(Raw data)

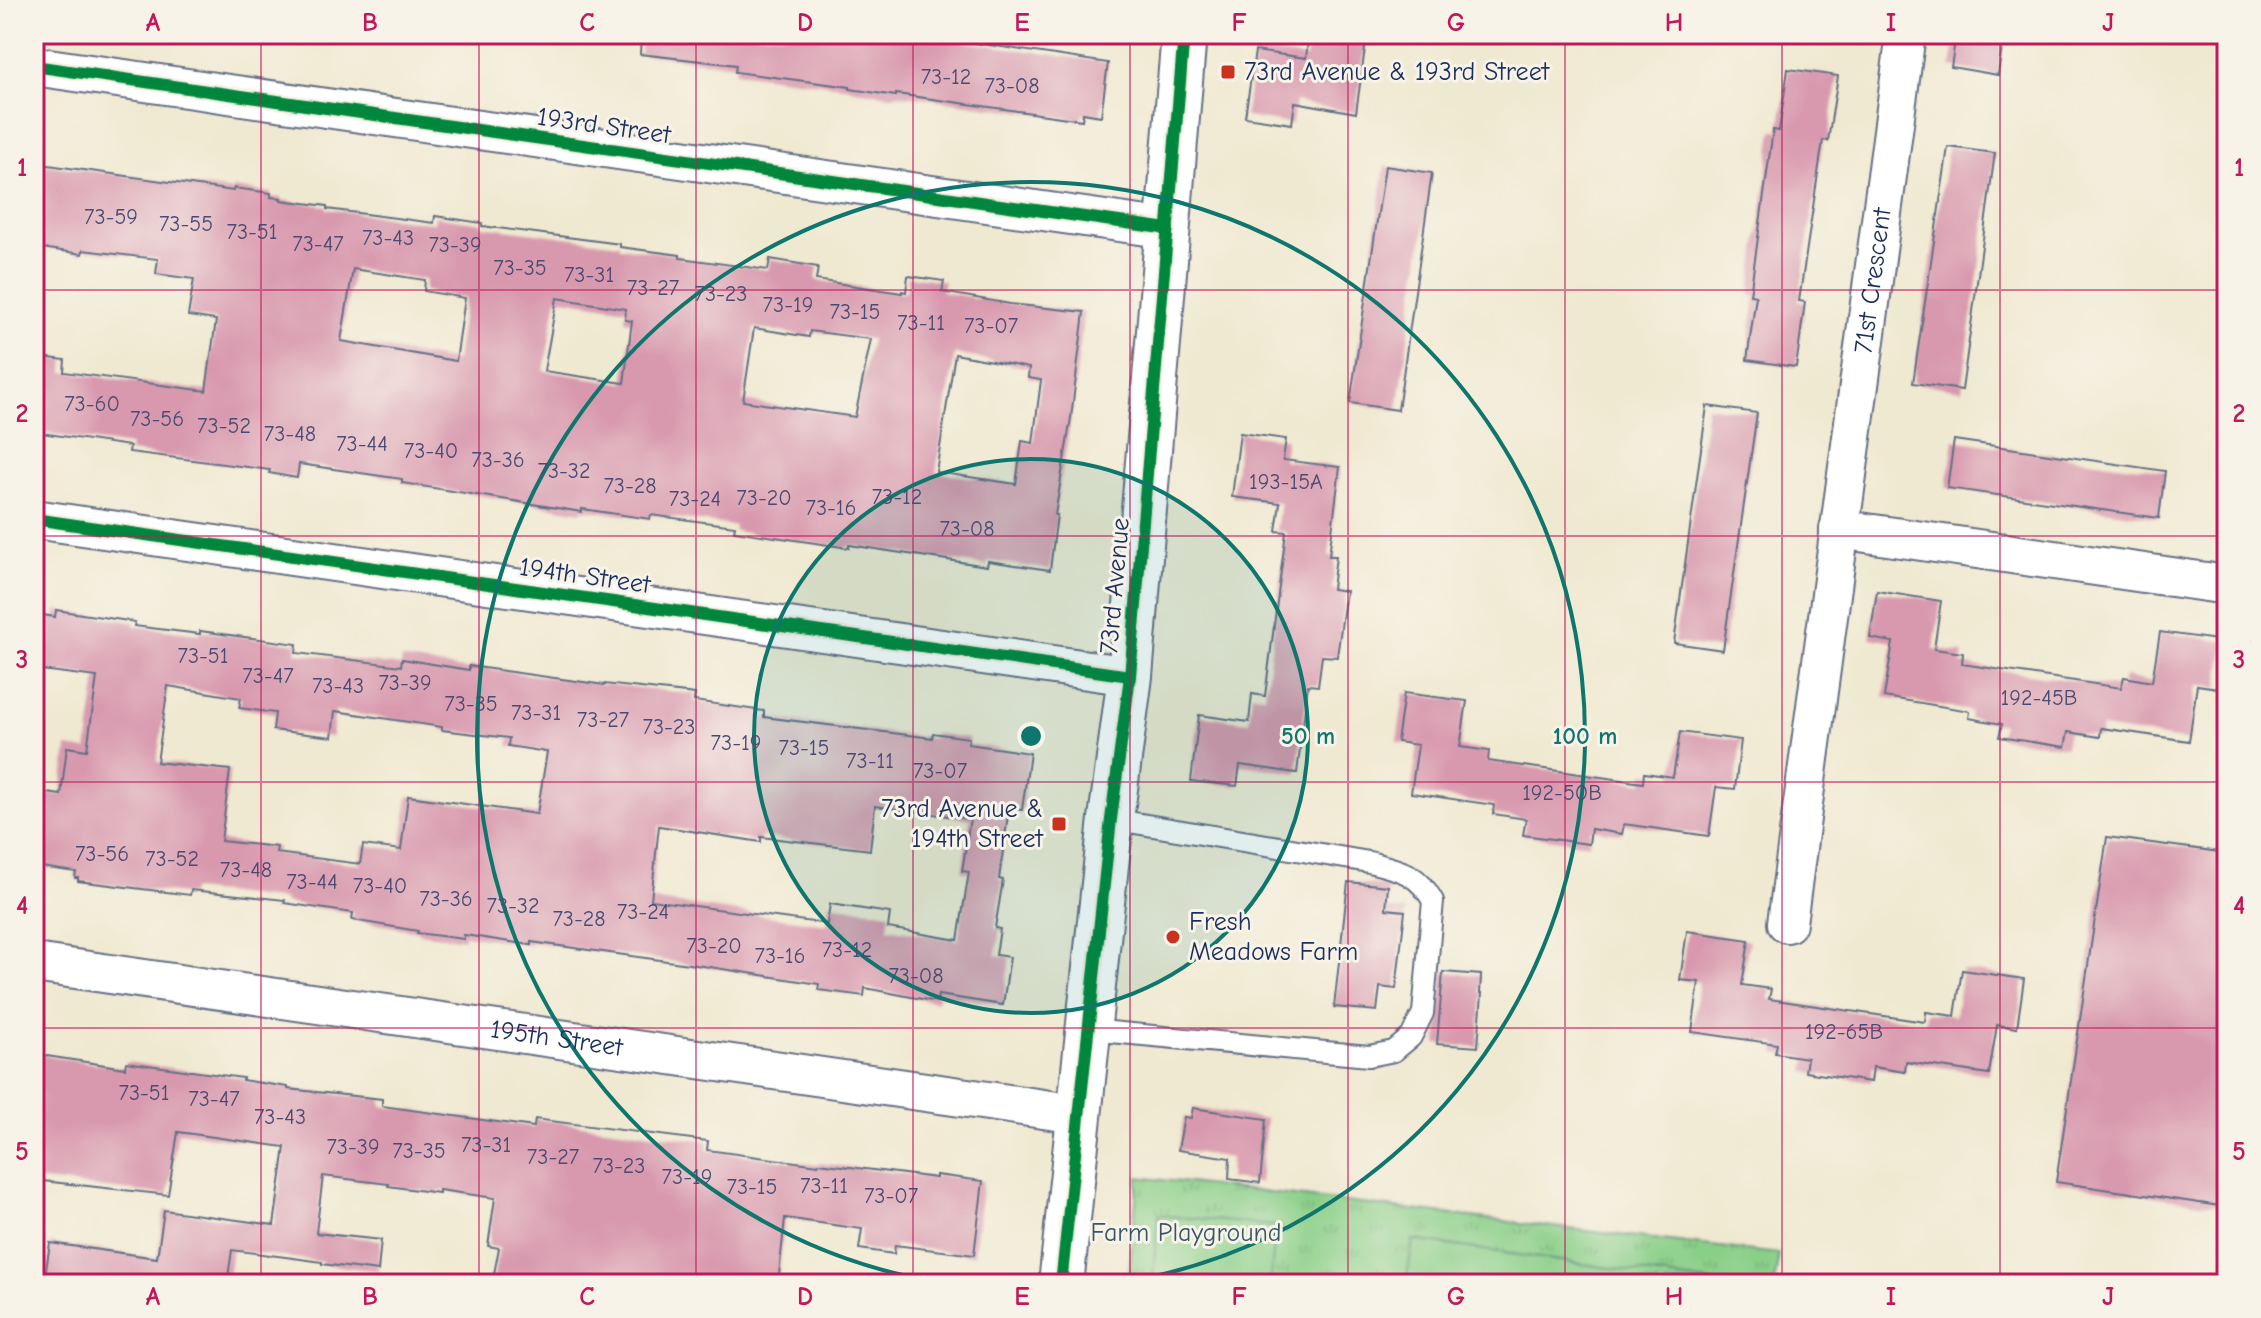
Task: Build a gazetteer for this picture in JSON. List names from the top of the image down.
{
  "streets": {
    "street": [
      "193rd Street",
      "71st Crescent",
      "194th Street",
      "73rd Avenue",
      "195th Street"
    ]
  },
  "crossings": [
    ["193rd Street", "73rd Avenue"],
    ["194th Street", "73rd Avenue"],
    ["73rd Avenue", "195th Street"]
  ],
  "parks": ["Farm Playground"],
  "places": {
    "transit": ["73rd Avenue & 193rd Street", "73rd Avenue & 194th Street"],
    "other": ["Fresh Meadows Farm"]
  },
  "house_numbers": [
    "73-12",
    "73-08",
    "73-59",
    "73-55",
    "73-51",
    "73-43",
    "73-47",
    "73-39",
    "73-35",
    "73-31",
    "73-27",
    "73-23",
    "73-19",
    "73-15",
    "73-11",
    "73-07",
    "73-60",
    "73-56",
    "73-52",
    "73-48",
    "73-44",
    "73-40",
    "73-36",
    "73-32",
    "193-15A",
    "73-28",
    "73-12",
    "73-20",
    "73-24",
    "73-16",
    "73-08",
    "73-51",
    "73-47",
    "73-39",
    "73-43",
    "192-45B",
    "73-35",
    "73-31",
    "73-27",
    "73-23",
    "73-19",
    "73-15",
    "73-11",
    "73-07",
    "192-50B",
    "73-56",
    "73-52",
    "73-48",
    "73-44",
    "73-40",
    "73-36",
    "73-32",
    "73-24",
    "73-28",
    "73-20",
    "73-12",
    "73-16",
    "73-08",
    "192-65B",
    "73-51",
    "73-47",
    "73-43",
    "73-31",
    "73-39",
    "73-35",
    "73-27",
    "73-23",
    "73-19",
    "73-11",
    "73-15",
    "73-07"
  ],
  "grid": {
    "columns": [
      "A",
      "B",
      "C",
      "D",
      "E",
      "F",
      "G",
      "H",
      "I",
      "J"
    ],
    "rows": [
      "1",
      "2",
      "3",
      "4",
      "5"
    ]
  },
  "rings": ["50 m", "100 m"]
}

(End Raw data)

What the task asks.
Leave every picture out, and transcribe the data above exactly as it reads.

Your response.
Task: Build a gazetteer for this picture in JSON. List names from the top of the image down.
{
  "streets": {
    "street": [
      "193rd Street",
      "71st Crescent",
      "194th Street",
      "73rd Avenue",
      "195th Street"
    ]
  },
  "crossings": [
    ["193rd Street", "73rd Avenue"],
    ["194th Street", "73rd Avenue"],
    ["73rd Avenue", "195th Street"]
  ],
  "parks": ["Farm Playground"],
  "places": {
    "transit": ["73rd Avenue & 193rd Street", "73rd Avenue & 194th Street"],
    "other": ["Fresh Meadows Farm"]
  },
  "house_numbers": [
    "73-12",
    "73-08",
    "73-59",
    "73-55",
    "73-51",
    "73-43",
    "73-47",
    "73-39",
    "73-35",
    "73-31",
    "73-27",
    "73-23",
    "73-19",
    "73-15",
    "73-11",
    "73-07",
    "73-60",
    "73-56",
    "73-52",
    "73-48",
    "73-44",
    "73-40",
    "73-36",
    "73-32",
    "193-15A",
    "73-28",
    "73-12",
    "73-20",
    "73-24",
    "73-16",
    "73-08",
    "73-51",
    "73-47",
    "73-39",
    "73-43",
    "192-45B",
    "73-35",
    "73-31",
    "73-27",
    "73-23",
    "73-19",
    "73-15",
    "73-11",
    "73-07",
    "192-50B",
    "73-56",
    "73-52",
    "73-48",
    "73-44",
    "73-40",
    "73-36",
    "73-32",
    "73-24",
    "73-28",
    "73-20",
    "73-12",
    "73-16",
    "73-08",
    "192-65B",
    "73-51",
    "73-47",
    "73-43",
    "73-31",
    "73-39",
    "73-35",
    "73-27",
    "73-23",
    "73-19",
    "73-11",
    "73-15",
    "73-07"
  ],
  "grid": {
    "columns": [
      "A",
      "B",
      "C",
      "D",
      "E",
      "F",
      "G",
      "H",
      "I",
      "J"
    ],
    "rows": [
      "1",
      "2",
      "3",
      "4",
      "5"
    ]
  },
  "rings": ["50 m", "100 m"]
}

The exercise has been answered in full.